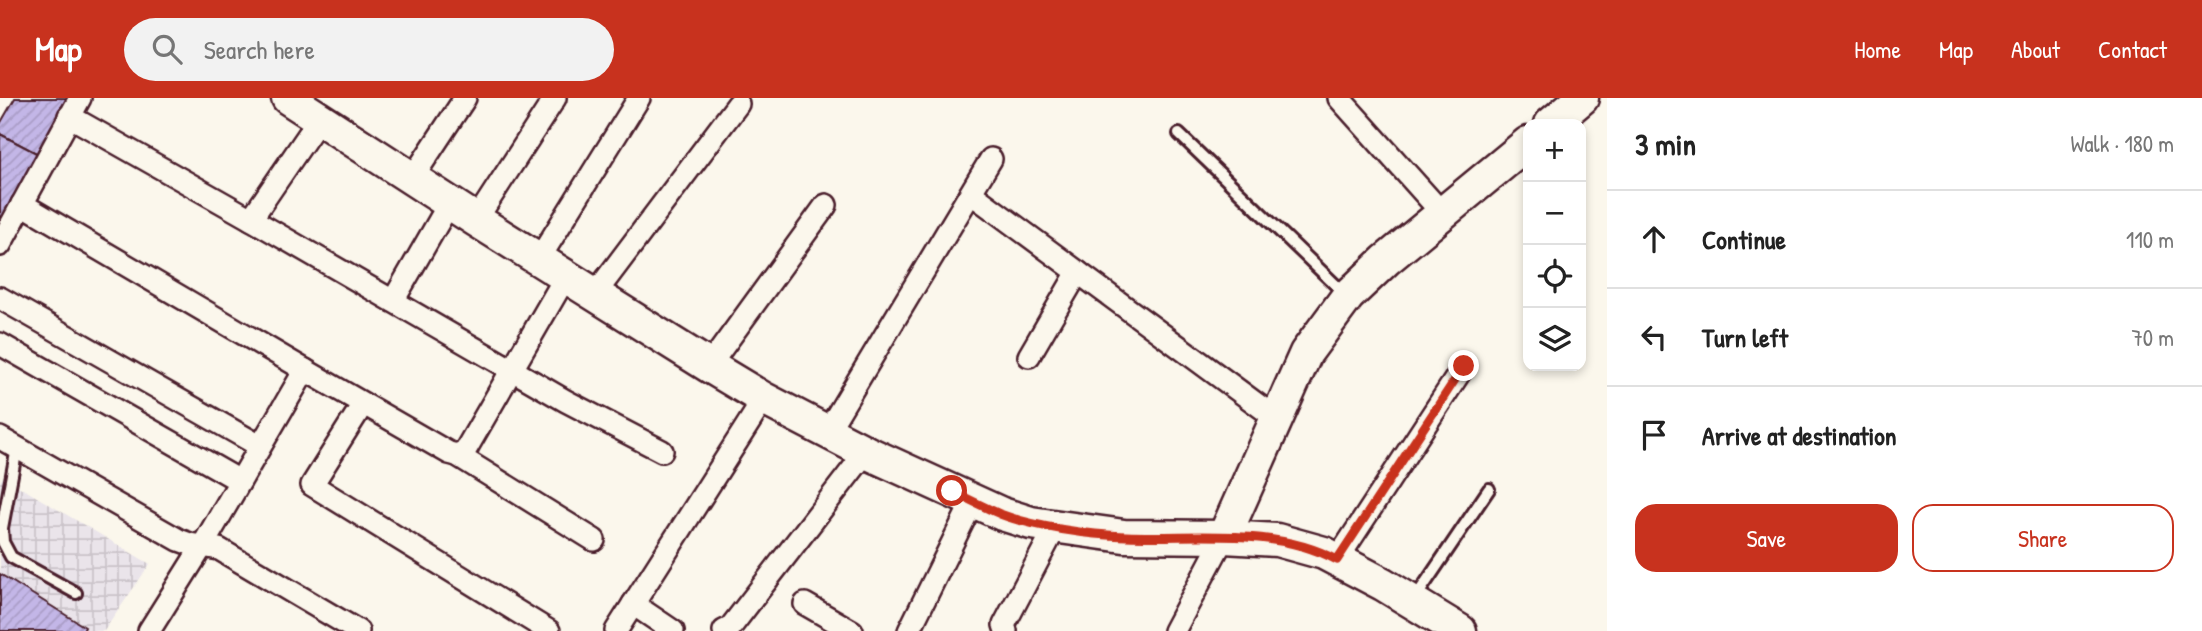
<!DOCTYPE html>
<html lang="en">
<head>
<meta charset="utf-8">
<style>
  body { margin:0; font-family:"Patrick Hand",sans-serif; background:#f2f2f2; color:#222 }
  .controls { position:absolute; right:21px; top:21px; display:grid; overflow:hidden; border-radius:14px; box-shadow:0 4px 10px #0003 }
  .controls button { width:63px; height:63px; display:grid; place-items:center; padding:0; border:0; border-bottom:2px solid #e0e0e0; background:#fff; color:#222; font:35px sans-serif }
  .stop { position:absolute; width:21px; height:21px; margin:-16px; border:5px solid #c8321e; border-radius:50%; background:#fff }
  .stop.end { background:#c8321e; border-color:#fff; box-shadow:0 2px 7px #0008 }
  .list { margin:0; padding:0; list-style:none }
  h2 { display:flex; justify-content:space-between; align-items:center; height:91px; margin:0; padding:0 28px; font-size:30px }
  h2 small { font-size:23px; font-weight:400; color:#767676 }
  .list li { display:grid; grid-template-columns:46px 1fr auto; gap:21px; align-items:center; box-sizing:border-box; height:98px; padding:0 28px; border-top:2px solid #e0e0e0 }
  .list b { display:block; font-size:26px; white-space:nowrap }
  .list em { font-size:23px; font-style:normal; color:#767676 }
  .actions { display:flex; gap:14px; padding:21px 28px }
  .actions a { flex:1; padding:16px 0; border:2px solid #c8321e; border-radius:21px; text-align:center; font-size:24px; color:#c8321e }
  .actions .main { background:#c8321e; color:#fff }
  .icon { flex:none; width:38px; height:38px; fill:none; stroke:currentColor; stroke-width:2; stroke-linecap:round; stroke-linejoin:round }
  .map { position:relative; flex:none; width:1607px; height:533px; overflow:hidden }
  header { display:flex; align-items:center; gap:42px; box-sizing:border-box; height:98px; padding:0 35px; background:#c8321e; color:#fff }
  header strong { font-size:33px }
  nav { display:flex; gap:38px; margin-inline-start:auto; font-size:24px }
  .search { width:490px; height:63px; background:#f2f2f2; display:flex; align-items:center; gap:18px; box-sizing:border-box; padding:0 24px; border-radius:38px; color:#767676; font-size:26px }
  main { display:flex }
  aside { flex:1; background:#fff }
  .map>svg:first-child { display:block }
  .industrial { fill:url(#industrial-grid) }
  .building { fill:url(#building-hatch); stroke:#4a1f2b; stroke-width:2 }
  .lines { fill:none; stroke-linecap:round; stroke-linejoin:round }
  .lane-casing { stroke:#4a1f2b; stroke-width:16 }
  .street-casing { stroke:#4a1f2b; stroke-width:26 }
  .secondary-casing { stroke:#4a1f2b; stroke-width:37 }
  .lane { stroke:#fbf7ec; stroke-width:10 }
  .street { stroke:#fbf7ec; stroke-width:21 }
  .secondary { stroke:#fbf7ec; stroke-width:32 }
  .route { stroke:#c8321e; stroke-width:9 }
</style>
</head>
<body>
<header>
<strong>Map</strong>
<div class="search"><svg class="icon" aria-label="search" viewBox="0 0 24 24"><circle cx="10" cy="10" r="6"/><path d="M15 15l6 6"/></svg>Search here</div>
<nav><a>Home</a><a>Map</a><a>About</a><a>Contact</a></nav>
</header>
<main>
<div class="map">
<svg width="1607" height="533" viewBox="0 0 1607 533">
  <defs>
    <pattern id="industrial-grid" width="8" height="8" patternUnits="userSpaceOnUse" patternTransform="scale(1.75)"><rect width="8" height="8" fill="#eae4ea"/><path d="M0 4h8M4 0v8" fill="none" stroke="#cac3c9"/></pattern>
    <pattern id="building-hatch" width="6" height="6" patternUnits="userSpaceOnUse" patternTransform="scale(1.75)"><rect width="6" height="6" fill="#c3b6e7"/><path d="M-1 1l2-2M0 6l6-6M5 7l2-2" fill="none" stroke="#a99cc6"/></pattern>
  </defs>
  <rect width="100%" height="100%" fill="#fbf7ec"/>
  <filter id="ink" filterUnits="userSpaceOnUse"><feTurbulence type="fractalNoise" baseFrequency=".0143" numOctaves="2"/><feDisplacementMap in="SourceGraphic" scale="14" xChannelSelector="R" yChannelSelector="G"/><feConvolveMatrix kernelMatrix="1 2 1 2 8 2 1 2 1" color-interpolation-filters="sRGB"/></filter>
  <g filter="url(#ink)">
    <path class="industrial" d="M 3,379 L 150,466 L 104,533 L 0,533 L 0,384 Z"/>
    <g class="building">
      <path d="M 15,0 L 72,0 L 40,57 L 0,36 L 0,26 Z"/>
      <path d="M 0,36 L 40,57 L 0,124 Z"/>
      <path d="M 0,476 L 85,529 L 83,533 L 0,533 Z"/>
    </g>
    <g class="lines">
      <defs>
        <g id="lane">
          <path d="M 1179,36 L 1346,197"/>
          <path d="M 17,350 L 2,430 L 3,444 L 11,459 L 76,495"/>
          <path d="M 1414,502 L 1489,391"/>
        </g>
        <g id="street">
          <path d="M 1339,0 L 1442,115"/>
          <path d="M 69,18 L 251,121 L 566,303 L 662,353"/>
          <path d="M 413,79 L 465,0"/>
          <path d="M 972,96 L 1277,321"/>
          <path d="M 22,106 L 305,272"/>
          <path d="M 251,121 L 320,20"/>
          <path d="M 476,122 L 555,0"/>
          <path d="M 0,147 L 80,0"/>
          <path d="M 539,161 L 639,0"/>
          <path d="M 595,196 L 738,6"/>
          <path d="M 0,200 L 260,348"/>
          <path d="M 393,203 L 450,104"/>
          <path d="M 0,246 L 240,383"/>
          <path d="M 1029,258 L 1078,174"/>
          <path d="M 709,268 L 826,107"/>
          <path d="M 363,306 L 312,387 L 549,533"/>
          <path d="M 827,334 L 991,61"/>
          <path d="M 0,340 L 179,442 L 190,446 L 219,451 L 358,533"/>
          <path d="M 457,357 L 594,442"/>
          <path d="M 1337,462 L 1464,268"/>
          <path d="M 633,506 L 673,533"/>
          <path d="M 805,506 L 852,533"/>
          <path d="M 149,533 L 203,447 L 305,272 L 449,355 L 457,357 L 465,353 L 566,178"/>
          <path d="M 616,533 L 764,301"/>
          <path d="M 724,533 L 730,530 L 866,354"/>
          <path d="M 909,533 L 973,403"/>
          <path d="M 1006,533 L 1004,527 L 1055,430"/>
          <path d="M 1174,533 L 1224,439"/>
        </g>
        <g id="secondary">
          <path d="M 288,0 L 476,122 L 709,268 L 764,301 L 866,354 L 1002,416 L 1031,425 L 1124,438 L 1224,439 L 1277,442 L 1324,455 L 1383,486 L 1460,533"/>
          <path d="M 1551,26 L 1582,0"/>
          <path d="M 1224,439 L 1306,255 L 1348,198 L 1386,162 L 1528,45"/>
        </g>
      </defs>
      <use href="#lane" class="lane-casing"/>
      <use href="#street" class="street-casing"/>
      <use href="#secondary" class="secondary-casing"/>
      <use href="#lane" class="lane"/>
      <use href="#street" class="street"/>
      <use href="#secondary" class="secondary"/>
    </g>
  </g>
  <g class="lines" filter="url(#ink)">
    <path class="route" d="M 952,393 C 968,401 984,409 1000,416 C 1034,429 1090,437 1126,438 C 1195,441 1274,428 1337,462 L 1464,268"/>
  </g>
</svg>
<div class="controls">
<button>+</button>
<button>−</button>
<button><svg class="icon" aria-label="locate" viewBox="0 0 24 24"><circle cx="12" cy="12" r="6"/><path d="M12 2v4M12 18v4M2 12h4M18 12h4"/></svg></button>
<button><svg class="icon" aria-label="layers" viewBox="0 0 24 24"><path d="M12 4l9 5-9 5-9-5zM3 14l9 5 9-5"/></svg></button>
</div>
<div class="stop" style="left:952px;top:393px"></div>
<div class="stop end" style="left:1464px;top:268px"></div>
</div>
<aside>
<h2>3 min<small>Walk · 180 m</small></h2>
<ul class="list">
<li><svg class="icon" aria-label="ahead" viewBox="0 0 24 24"><path d="M12 20V5M6 11l6-6 6 6"/></svg><div><b>Continue</b></div><em>110 m</em></li>
<li><svg class="icon" aria-label="left" viewBox="0 0 24 24"><path d="M17 20v-9H6M10 6l-5 5 5 5"/></svg><div><b>Turn left</b></div><em>70 m</em></li>
<li><svg class="icon" aria-label="arrive" viewBox="0 0 24 24"><path d="M6 21V4h12l-3 4 3 4H6"/></svg><div><b>Arrive at destination</b></div></li>
</ul>
<div class="actions"><a class="main">Save</a><a>Share</a></div>
</aside>
</main>
</body>
</html>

===

> Aim of the exercise: Each line from the start of the entries through the line with "margin:0; padding:0; list-style:none" is to be restated exactly, and the pictures are to be skipped.

> Result of this task:
<!DOCTYPE html>
<html lang="en">
<head>
<meta charset="utf-8">
<style>
  body { margin:0; font-family:"Patrick Hand",sans-serif; background:#f2f2f2; color:#222 }
  .controls { position:absolute; right:21px; top:21px; display:grid; overflow:hidden; border-radius:14px; box-shadow:0 4px 10px #0003 }
  .controls button { width:63px; height:63px; display:grid; place-items:center; padding:0; border:0; border-bottom:2px solid #e0e0e0; background:#fff; color:#222; font:35px sans-serif }
  .stop { position:absolute; width:21px; height:21px; margin:-16px; border:5px solid #c8321e; border-radius:50%; background:#fff }
  .stop.end { background:#c8321e; border-color:#fff; box-shadow:0 2px 7px #0008 }
  .list { margin:0; padding:0; list-style:none }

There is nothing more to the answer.